Concert Review: Victor Wooten Slaps Some Bass in Portland

Victor Wooten brought his eclectic taste in music to a packed Aladdin Theater on Wednesday night in Portland.

The iconic and arguably finest bassist in music today had a full band as he played a string of jazz, funk, jazzfunk, a little bit of rock and an ounce of gospel into a smorgasbord of songs including pieces from his latest 31-track album The Music Lesson.

In the short first half, about 45 minutes, Wooten’s bass was in fine form but actually overshadowed a bit by his brother Regi Wooten who is equally adept on the guitar and the beautiful vocals of Krystal Peterson who also sang a few numbers from her forth coming album. Peterson brought the smoothest voice you’d ever hear with a range that any pop star today could only dream of having. The giant personality that is Victor Wooten – he beamed a contagious smile all evening thumping along on his bass occasionally showing the audience of things to come.

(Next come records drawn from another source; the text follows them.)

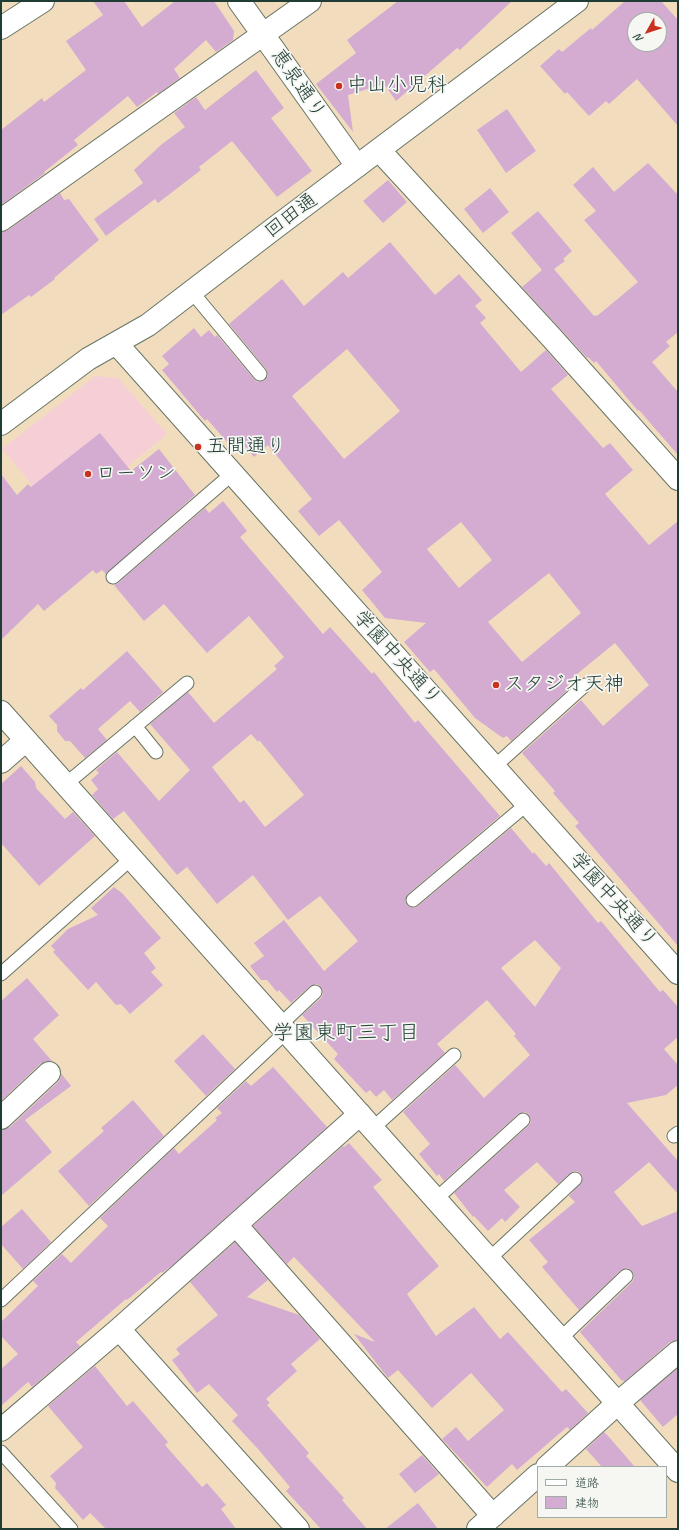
<!DOCTYPE html>
<meta charset="utf-8">
<style>
body{margin:0}
#map{position:relative;width:679px;height:1530px;overflow:hidden;background:#f1ddbe;font-family:Caveat,"Klee One",sans-serif}
canvas{display:block}
.frame{position:absolute;inset:0;border:2px solid #1f3d34;pointer-events:none}
.legend{position:absolute;left:537px;top:1466px;width:130px;height:52px;box-sizing:border-box;background:#f6f6f2;border:1px solid #a0aca6;margin:0;padding:5px 7px;list-style:none;font-size:12px;color:#1f3d34}
.legend li{display:flex;align-items:center;gap:8px;height:20px}
.legend b{width:20px;border:1px solid #a0aca6}
.north{position:absolute;left:627px;top:12px;width:40px;height:40px;box-sizing:border-box;background:#f6f6f2;border:1px solid #a0aca6;border-radius:50%;rotate:231deg;font-size:11px;font-weight:700;line-height:16px;text-align:center;color:#1f3d34}
.north::after{content:'';display:block;margin:auto;width:14px;height:18px;background:#c8321e;clip-path:polygon(50% 0,100% 100%,50% 72%,0 100%)}
</style>
<div id="map">
<canvas width="679" height="1530"></canvas>
<div class="frame"></div>
<ul class="legend">
<li><b style="height:5px;background:#fff"></b>道路</li>
<li><b style="height:11px;background:#d4acd2"></b>建物</li>
</ul>
<div class="north">N</div>
</div>
<script>
const ctx = document.querySelector('canvas').getContext('2d');
ctx.lineJoin = 'round';
function fill(path, color) { ctx.fillStyle = color; ctx.fill(path, 'evenodd'); }
const poly = rows => new Path2D(rows.map(r => 'M' + r).join(''));
function stroke(path, color, width, dash) { ctx.strokeStyle = color; ctx.lineWidth = width; ctx.lineCap = dash ? 'butt' : 'round'; ctx.setLineDash(dash || []); ctx.stroke(path); }
function drawText(font, color, halo, rows, align = 'center') {
  ctx.font = font + ' Caveat,"Klee One",sans-serif'; ctx.lineWidth = 3.5; ctx.setLineDash([]); ctx.textBaseline = 'middle'; ctx.strokeStyle = halo; ctx.fillStyle = color; for (const [text, x, y, turn = 0] of rows) {
    ctx.save(); ctx.translate(x, y); ctx.rotate((+turn || 0) * Math.PI / 180); ctx.textAlign = isNaN(turn) ? turn : align; if (halo) ctx.strokeText(text, 0, 0); ctx.fillText(text, 0, 0); ctx.restore();
  }
}
const built = poly([
 [95,376,118,378,167,434,62,521,2,449]
]);
const building = poly([
 [93,1,124,1,142,27,175,1,214,1,234,31,233,40,216,52,206,40,174,69,180,78,158,94,157,92,137,107,128,96,74,140,78,145,44,172,45,173,1,205,1,130,42,98,44,102,86,70,66,41,103,15],
 [398,1,512,1,460,50,457,48,396,101,384,84,348,95,353,132,316,84,356,53,347,40],
 [625,1,661,1,678,20,678,126,637,79,609,104,606,101,589,116,567,92,565,94,540,66,559,49,562,52,591,28,592,30],
 [635,20,659,20,659,44,635,44],
 [256,70,284,108,271,118,312,171,277,197,232,141,199,167,201,170,158,203,155,199,106,236,94,219,143,183,134,170,162,144,185,127,174,113,196,97,205,110],
 [507,109,536,151,506,173,477,130],
 [648,163,678,195,678,332,666,342,670,346,652,362,678,392,678,455,639,410,638,411,596,361,594,363,588,357,587,358,522,287,542,270,511,233,538,211,572,251,563,259,565,261,554,269,594,316,596,315,597,316,638,282,584,220,596,211,573,185,593,167,614,192],
 [388,180,407,202,383,223,363,201],
 [490,188,509,212,483,233,464,209],
 [60,193,64,200,69,199,99,240,54,278,55,279,31,297,29,295,1,315,1,232,8,230],
 [390,242,435,295,459,274,482,300,475,306,486,318,480,323,521,372,546,350,568,375,551,389,603,448,610,443,633,470,605,494,649,545,678,521,678,946,575,826,579,823,553,793,555,791,522,753,581,700,603,726,649,685,615,643,566,683,570,688,511,741,507,736,503,738,475,718,434,669,430,672,404,642,426,623,385,618,362,590,382,572,339,520,319,536,298,511,312,499,268,445,254,457,242,443,234,450,207,419,205,421,162,370,169,364,162,356,194,328,201,337,209,330,215,337,217,335,254,379,258,382,265,380,268,376,266,369,229,324,282,279,304,306,343,272,348,278],
 [347,349,400,411,344,459,292,396],
 [461,522,492,560,459,588,427,549],
 [549,573,581,613,522,662,488,622],
 [100,433,131,471,159,449,195,495,106,574,102,570,96,574,93,570,44,611,38,604,1,640,1,474,17,495,28,484,31,487],
 [223,501,247,531,240,537,323,634,330,627,372,674,374,672,415,723,418,720,500,816,408,894,405,901,407,905,414,908,418,906,511,828,533,854,534,852,546,866,549,863,598,923,601,921,660,992,663,990,678,1007,678,1037,664,1049,678,1065,678,1085,666,1095,627,1103,678,1161,678,1194,649,1162,614,1192,642,1226,678,1211,678,1340,670,1342,624,1382,623,1380,622,1381,580,1332,632,1282,634,1278,632,1271,628,1268,621,1270,579,1310,542,1267,548,1262,529,1240,575,1202,569,1196,582,1182,581,1174,577,1171,573,1171,558,1184,537,1162,504,1190,520,1207,505,1222,502,1218,488,1231,474,1216,473,1217,454,1193,528,1126,531,1122,529,1115,525,1112,518,1114,444,1181,439,1174,437,1176,419,1154,430,1144,403,1112,455,1065,484,1098,530,1055,514,1036,516,1034,487,1000,437,1044,445,1053,392,1100,384,1090,376,1097,370,1090,366,1093,334,1059,338,1054,302,1015,321,998,323,994,321,987,317,984,310,986,291,1003,279,990,277,992,267,980,261,980,250,966,264,956,254,943,284,920,324,971,358,941,320,896,288,920,253,875,217,904,187,867,177,875,124,811,113,819,92,795,98,789,91,780,99,773,96,770,117,752,159,801,190,770,150,724,188,692,214,723,277,669,274,666,284,657,249,616,207,653,164,604,144,621,114,585,118,583,205,508,209,513],
 [251,734,258,742,259,740,304,795,265,827,244,800,240,803,212,767],
 [535,940,561,968,535,1007,501,968],
 [127,651,163,692,140,712,130,701,98,729,107,740,85,758,70,741,65,741,57,731,57,725,49,716,81,688,83,690],
 [21,766,35,782,36,788,65,819,73,812,95,836,39,886,1,843,1,784],
 [114,887,122,893,161,938,144,953,156,968,151,972,163,985,130,1014,121,1004,116,1005,96,982,88,990,53,952,55,950,51,946,68,929,98,915,91,908],
 [27,978,59,1015,33,1039,52,1061,46,1061,40,1064,1,1101,1,1001],
 [203,1034,235,1069,206,1096,174,1061],
 [273,1067,327,1127,174,1264,162,1273,161,1272,127,1300,126,1299,76,1342,80,1346,32,1387,28,1382,1,1406,1,1369,18,1354,1,1336,1,1322,38,1286,33,1281,62,1254,71,1263,108,1226,100,1218,174,1148,179,1154,217,1120,215,1118,222,1113,217,1108,246,1081,251,1086],
 [61,1073,71,1086,25,1120,52,1152,1,1196,1,1130,10,1127,58,1082,61,1077],
 [133,1100,164,1136,89,1206,58,1171,104,1131,101,1128],
 [349,1143,382,1180,373,1187,439,1266,407,1294,436,1336,474,1307,500,1339,508,1332,562,1392,566,1389,588,1413,570,1430,567,1427,517,1470,512,1464,487,1487,442,1439,456,1427,468,1441,504,1410,471,1373,432,1408,398,1370,388,1378,354,1334,375,1342,294,1257,287,1264,253,1226,343,1146,344,1147],
 [22,1209,51,1242,23,1269,1,1244,1,1227],
 [235,1242,268,1280,247,1297,299,1315,320,1339,291,1364,297,1371,266,1399,270,1403,267,1405,309,1453,306,1456,344,1498,342,1500,367,1529,321,1529,286,1491,290,1487,258,1449,232,1421,238,1415,209,1384,197,1393,172,1360,180,1354,176,1349,218,1315,190,1282],
 [95,1366,127,1406,133,1401,168,1442,165,1445,202,1487,207,1483,226,1505,221,1509,236,1529,106,1529,90,1513,83,1520,55,1488,56,1483,50,1476,83,1447,48,1406],
 [678,1368,678,1414,663,1427,640,1400],
 [604,1432,609,1437,635,1467,602,1467,586,1449],
 [422,1455,439,1474,415,1493,399,1474],
 [418,1503,438,1529,385,1529]
]);
const service = poly([
 [192,292,260,374],
 [113,577,232,474],
 [135,726,156,752],
 [494,767,585,685],
 [66,784,187,683],
 [413,900,527,804],
 [1,974,132,858],
 [280,1025,315,992],
 [373,1128,454,1055],
 [674,1136,678,1133],
 [436,1199,523,1120],
 [489,1259,575,1179],
 [1,1300,286,1032],
 [560,1339,626,1276],
 [1,1452,71,1529]
]);
const minor = poly([
 [239,1,357,166],
 [1,28,43,1],
 [379,150,552,338,678,479],
 [1,220,310,1],
 [1,712,678,1471],
 [1,762,26,740],
 [1,1118,49,1073],
 [236,1225,493,1516],
 [119,1329,298,1529],
 [1,1430,119,1329,360,1114],
 [547,1467,618,1403,678,1352],
 [478,1529,538,1475]
]);
const tertiary = poly([
 [116,343,678,973],
 [1,424,88,359,148,325,276,227,577,1]
]);
const markers = [
 [339,86,4,"#c8321e"],
 [198,447,4,"#c8321e"],
 [88,474,4,"#c8321e"],
 [496,685,4,"#c8321e"]
];
const streetNames = [
 ["恵泉通り",298,84,55],
 ["回田通",291,216,-37],
 ["学園中央通り",397,658,48],
 ["学園中央通り",613,900,48]
];
const poiNames = [
 ["中山小児科",347,86],
 ["五間通り",206,447],
 ["ローソン",96,474],
 ["スタジオ天神",504,685]
];
const neighbourhoodNames = [
 ["学園東町三丁目",346,1033]
];
fill(built, '#f6cfd6');
fill(building, '#d4acd2');
stroke(service, '#687564', 15);
stroke(minor, '#687564', 24);
stroke(tertiary, '#687564', 24);
stroke(service, '#fff', 13);
stroke(minor, '#fff', 22);
stroke(tertiary, '#fff', 22);
for (const [x, y, r, color] of markers) { const dot = new Path2D(); dot.arc(x, y, r, 0, 2 * Math.PI); ctx.fillStyle = color; ctx.fill(dot); stroke(dot, '#f6f6f2', 1.5); }
drawText('20px', '#1f3d34', '#f6f6f2', streetNames);
drawText('20px', '#1f3d34', '#f6f6f2', poiNames, 'left');
drawText('21px', '#1f3d34', '#f6f6f2', neighbourhoodNames);
</script>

After an annoyingly long intermission of nearly 40 minutes, keyboardist Karlton Taylor emerged and played Nirvana’s “Smells Like Teen Spirit” on the piano before the rest of the band settled in. The second half featured a bit more jazzy songs, again with Peterson taking the lead on vocals and after 30 minutes Wooten was left alone on stage to do exactly what the majority of the audience was hoping for.

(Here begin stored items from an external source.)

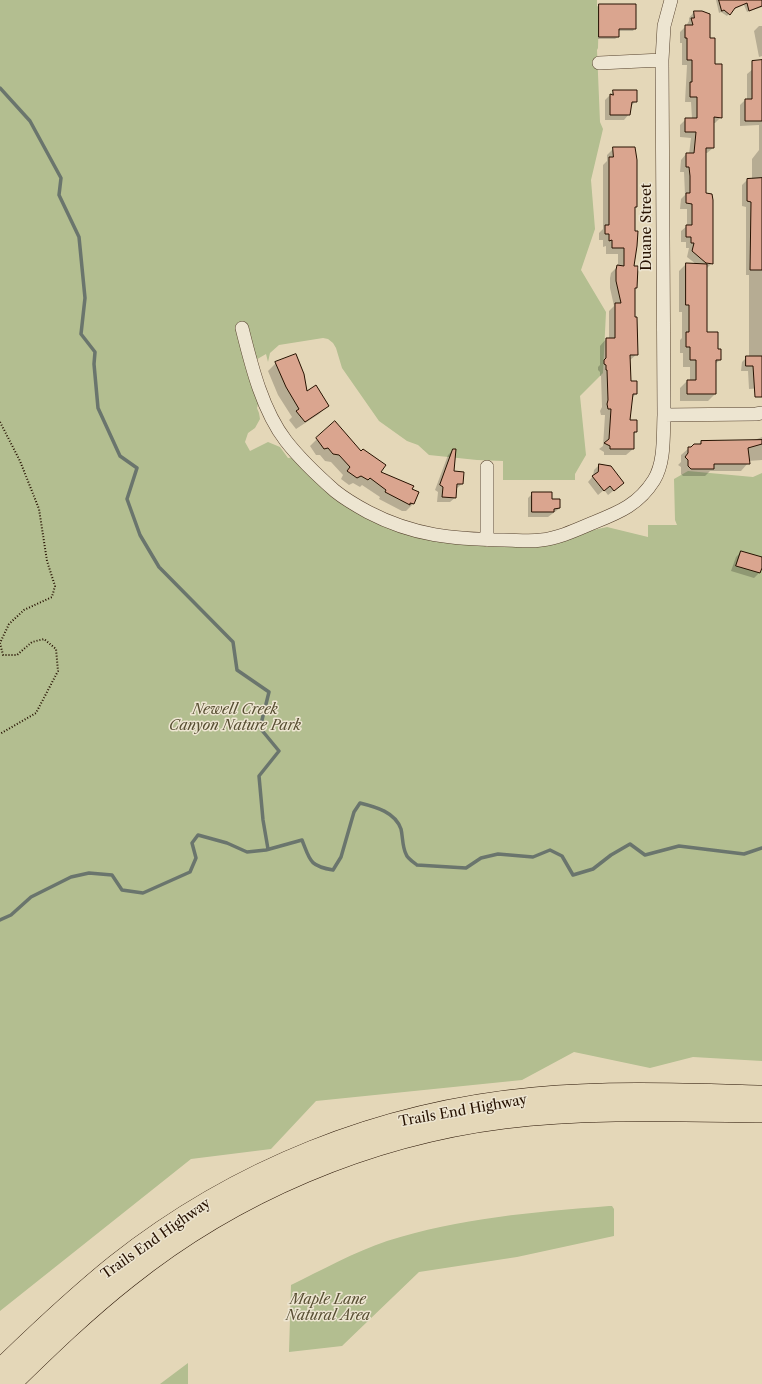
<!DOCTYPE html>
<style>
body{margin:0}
canvas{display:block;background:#e4d7b8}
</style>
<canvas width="762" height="1384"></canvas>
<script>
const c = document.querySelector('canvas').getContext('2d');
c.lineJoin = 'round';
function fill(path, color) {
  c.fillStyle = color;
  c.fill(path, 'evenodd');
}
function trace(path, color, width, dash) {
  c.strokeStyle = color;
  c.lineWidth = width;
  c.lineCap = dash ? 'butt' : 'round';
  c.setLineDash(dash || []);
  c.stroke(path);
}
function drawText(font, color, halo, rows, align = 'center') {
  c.font = font + ' "Libre Caslon Text",serif';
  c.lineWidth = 3;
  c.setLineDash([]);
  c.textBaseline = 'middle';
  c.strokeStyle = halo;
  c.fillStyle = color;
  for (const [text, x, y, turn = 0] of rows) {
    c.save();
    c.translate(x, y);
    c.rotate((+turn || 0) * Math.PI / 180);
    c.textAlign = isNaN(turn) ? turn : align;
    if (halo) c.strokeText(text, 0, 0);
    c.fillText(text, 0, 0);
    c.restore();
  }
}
fill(new Path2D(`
 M0,0h597v6l2,1 -1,41 -1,2 3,72 3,7 -12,51 4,49 -14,41 25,42 -3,61 -23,23 6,59 -11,19v6h-72v-19l-26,-1 -48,-5 -11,-10 -11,-4 -28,-20 -37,-53 -6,-20 -3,-5 -5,-4 -5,-1 -44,7 -9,8 -2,9 -2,-8 -12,7 7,32 -4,15 2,5 1,6 -5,9 -7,5 -3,9 5,9 18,-9 12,5 8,11 9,-1 94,69 134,19 82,-18 41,10v-12h29l-2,-5 -1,-41 14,-8 65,6 9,-4v588l-69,-4 -43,11 -76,-16 -52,28 -206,21 -45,48 -80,10 -191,152z
 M609,1206h3l2,3v27l-97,21 -98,15 -77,74 -53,6 2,-67c31,-15 63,-33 96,-44 72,-23 147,-29 222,-35z
 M188,1363v21h-28z`), '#b3be90');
fill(new Path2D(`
 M716,0h46v7l-15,5 -3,-7 -12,5 -5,6 -6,-4 -2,1z
 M600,5l35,23 -2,3h-15v6l-3,2h-17v-32z
 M694,12l15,27 5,24 7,54 -6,6h-2v25l-6,5h-2v41l7,69 -6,6v64l11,17 3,10 -5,4v30l-7,7h-28v-13l7,-7h3v-14h-7v-14h-3v-13l2,-2v-26h-3v-41l7,-7h10l-9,-7 2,-9h-3v-6h-5v-11l6,-5v-17h-7l1,-10 4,-4 -1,-23h-4l1,-12 5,-6h3l2,-16 -11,-1v-12l6,-6h6l-1,-17h-6l2,-37h-5v-22h-2v-11l6,-6 3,-5v-3z
 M759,26h3v30l-3,1 -5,-26z
 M753,69h9v319l-13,1 -1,-18h-7l1,-9 5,-5h2v-82h-3v-68l-4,-1v-21l5,-5h5v-21l7,-9v-25l-19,1v-21l5,-5h2v-26z
 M614,91l22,10 -6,6 -1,7 -5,6h-19v-20z
 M614,148l22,58 -2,2 -1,59 3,20 -2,3v28l3,36 -8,7 1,21 6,12 -5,5 -2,22 7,11 -3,3v14l-7,6h-22v-3l-5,-3 4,-3 2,-31h-4l-1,-4 2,-4 -1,-31h-1v-4l-2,-2v-3l2,-2v-19l6,-7h3v-28l5,-5 -4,-18v-10l1,-5 7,-7v-12h-12v-8l-3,1v-7h-4v-7l4,-4v-64l4,-4v-6z
 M276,363l30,29 21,14 -8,8 -23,15 -7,-9 3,-3 -14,-22 -10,-24z
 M762,437v23l-14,1v2l-7,8h-31l-5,5h-22l-2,-2v-7l-3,-2 3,-3v-7l8,-7 9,-3 3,-3 51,-1z
 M317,439l101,53 -5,12 -7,7h-4l-23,-12 1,-2 -18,-12 -2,2 -7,-4 -4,2 -8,-6 2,-4 -12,-13 -6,-1 -5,-6h-4l-6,-9z
 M453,450v22l9,12 -6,5v8l-6,5h-13l1,-10 -3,-2 13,-35z
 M599,465l18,23 -9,7 -4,-5 -6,5 -10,-13 5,-6 1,-6z
 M533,493l18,7 9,8 -12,9h-20v-19z
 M741,552l21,6v7l-3,8 -5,5 -23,-7 5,-14z`), '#0003');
trace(new Path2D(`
 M0,88l30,33 31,57 -2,17 20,42 6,61 -4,36 14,18 -1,12 4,44 22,48 17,12 -10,31 13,36 19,32 74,75 4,28 32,22 -9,36 19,23 -20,25 4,44 5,29
 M0,920l11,-5 20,-18 40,-20 18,-4 23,2 10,15 21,3 47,-21 6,-14 -4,-15 6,-8 29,8 20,9 19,-2 36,-10c8,20 7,26 31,30l8,-13 13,-45 6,-9c16,4 35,9 41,26 2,8 1,17 5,25 1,4 7,8 11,11l49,3 15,-10 17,-4 35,3 17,-7 12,6 11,19 20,-6 18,-14 19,-11 15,11 34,-9 65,8 18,-6`), '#6a756d', 3.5);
const building = new Path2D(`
 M719,0h43v6l-13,5 -2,-8 -12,5 -5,7 -6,-5 -2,1z
 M599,4h37v25h-17v8h-20z
 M694,11h8l8,3v24h5v26h7v54l-8,-1v31h-8v45l6,1 1,6v64l-7,-1 -14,-12 2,-8h-3v-6h-5v-12h6v-21l-6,-1v-10h4v-17l-1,-9h-3v-14h8l2,-21h-11v-14h12v-21h-7v-15h2v-22h-5v-22h-2v-13h8l-2,-7h3z
 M762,60v61h-17v-22h7v-38z
 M613,90h24v12h-5l-2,13h-20v-21l3,1z
 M613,147h22l2,13v47h-2v24h3l-1,15 -3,20h4l-1,22h-2v29h2l1,38h-8l1,26h6v13h-4l-3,26h7v12h-3v17h-24v-3l-6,-3 5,-4 2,-30h-3l-1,-5 1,-4 -1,-30h-1v-5l-2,-1v-4l2,-2v-20h9v-35h6l-5,-22v-11l1,-5 7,1v-18h-12v-8l-3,1v-7h-4v-9h4v-68h4z
 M762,178v92h-12l1,-68 -4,-1v-22z
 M686,263l21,1v68h11v17h3v11h-5v34h-29v-14h9v-20h-6v-13h-4v-15h3v-27h-3z
 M296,354l8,20 3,17 9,-6 13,21 -24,16 -9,-11 3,-2 -13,-22 -11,-25z
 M746,356h16v41h-7l-2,-31h-7z
 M335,421l26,30 2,-2 23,16 -5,7 33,14 -2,3 7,3 -5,12 -4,-1v2l-25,-13 1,-2 -16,-12 -2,2 -7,-4 -4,2 -10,-7 3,-4 -11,-12 -6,-1 -5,-6 -4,1 -8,-11z
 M762,440v4l-14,4 2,16h-36v5h-23l-3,-3v-6l-3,-3 3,-4v-6h3l3,-3h7v-3z
 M453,449h3l-2,22 10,1 -1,12h-6l-1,14 -14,-1 1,-10 -3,-2z
 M599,464l12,2 13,17 -10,8 -4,-5 -6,5 -12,-15 6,-4z
 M532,492h20v7h8v9l-6,1v3h-22z
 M741,551l21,6v11l-2,5 -24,-7z`);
fill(building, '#daa58f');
trace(building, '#261100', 1);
const minor = new Path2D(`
 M599,63l63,-3
 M242,328c9,36 20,82 44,113 14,18 32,35 49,50 10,8 22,15 33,21 46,24 85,27 136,28 12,0 25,2 37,0 19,-2 37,-11 54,-18 25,-10 44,-18 59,-42 11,-18 9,-44 10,-65l-2,-355 2,-34 7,-26
 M664,415l92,-1 6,-1
 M487,467v73`);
const trunk = new Path2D(`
 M0,1370c37,-36 75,-72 116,-105 120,-95 265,-153 418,-167 75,-7 152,-4 228,-2
 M10,1384c38,-37 76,-74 118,-107 106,-85 240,-142 376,-159 85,-10 172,-7 258,-6`);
trace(minor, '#56422e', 14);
trace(trunk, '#261100', 22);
trace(new Path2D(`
 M0,422l20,39 19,48 8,52 8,25 -3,11 -28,13 -15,14 -9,19 3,12h14l15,-13 12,-3 12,10 2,22 -22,42 -36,21`), '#261100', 2, [1, 2]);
trace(minor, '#ede5d1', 13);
trace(trunk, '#e4d7b8', 21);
drawText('14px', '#261100', '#ede5d1', [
 ["Duane Street",647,227,-90],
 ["Trails End Highway",463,1111,-10],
 ["Trails End Highway",156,1239,-35]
]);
drawText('italic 14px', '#574e32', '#ede5d1', [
 ["Newell Creek",235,710],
 ["Canyon Nature Park",235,726],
 ["Maple Lane",328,1300],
 ["Natural Area",328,1316]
]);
</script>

With some help from added sound effects all created using his bass, Wooten spent nearly 20 minutes just playing bass. Sometimes jaw dropping, other times a bit tedious with what seemed like Wooten simply screwing around in a practice room at home, nevertheless he certainly united a room full of bass players or simply made them depressed after displaying what takes even the talented a lifetime of practice to learn.

Wooten’s bass guitar is more a third appendage and his dexterity in filing up and down the fret board is a wonder to watch. His ability to create such dynamic sounds from a bass guitar that sometimes come across like a child simply smashing fingers all over the guitar but then you realize, there’s actually a melody and purpose there.

His version of “Amazing Grace” was a stand-out, he brought emotion with an ode to his daughter in “Ari’s Eyes,” showcased a new recording in “Brooklyn” and “Me and My Bass Guitar” was a blast. During his 20 minute long bass solo he managed to make church bell sounds emanate from his guitar along with a bunch of other sounds no amateur would ever believe came from four strings.

Wooten returned with his band for an encore which for any rocker turned out to be the best part of the evening. The energy was high, the pace was brisk and Wooten slapped his bass like nobody’s business. The absolutely fun “What Did He Say”  the title track from his 1997 album might be repetitive on lyrics but just an awesome dancing beat that got everybody off their seats. The closer “Victa” from 2005’s Soul Circus was short as promised but showcased a great sense of humor.

Wooten’s band proved tight and he certainly surrounds himself with solid musicians. Drummer Derico Watson pounded out a few short solos though he seemed hindered by such a small set but he kept time well for the rest of the band. Brother Wooten took center stage a few times once with an almost psychedelic solo and he and Victor even traded instruments once, though just for a short jam, and the best part was the two held up their corresponding instruments for the other to play and they did it together.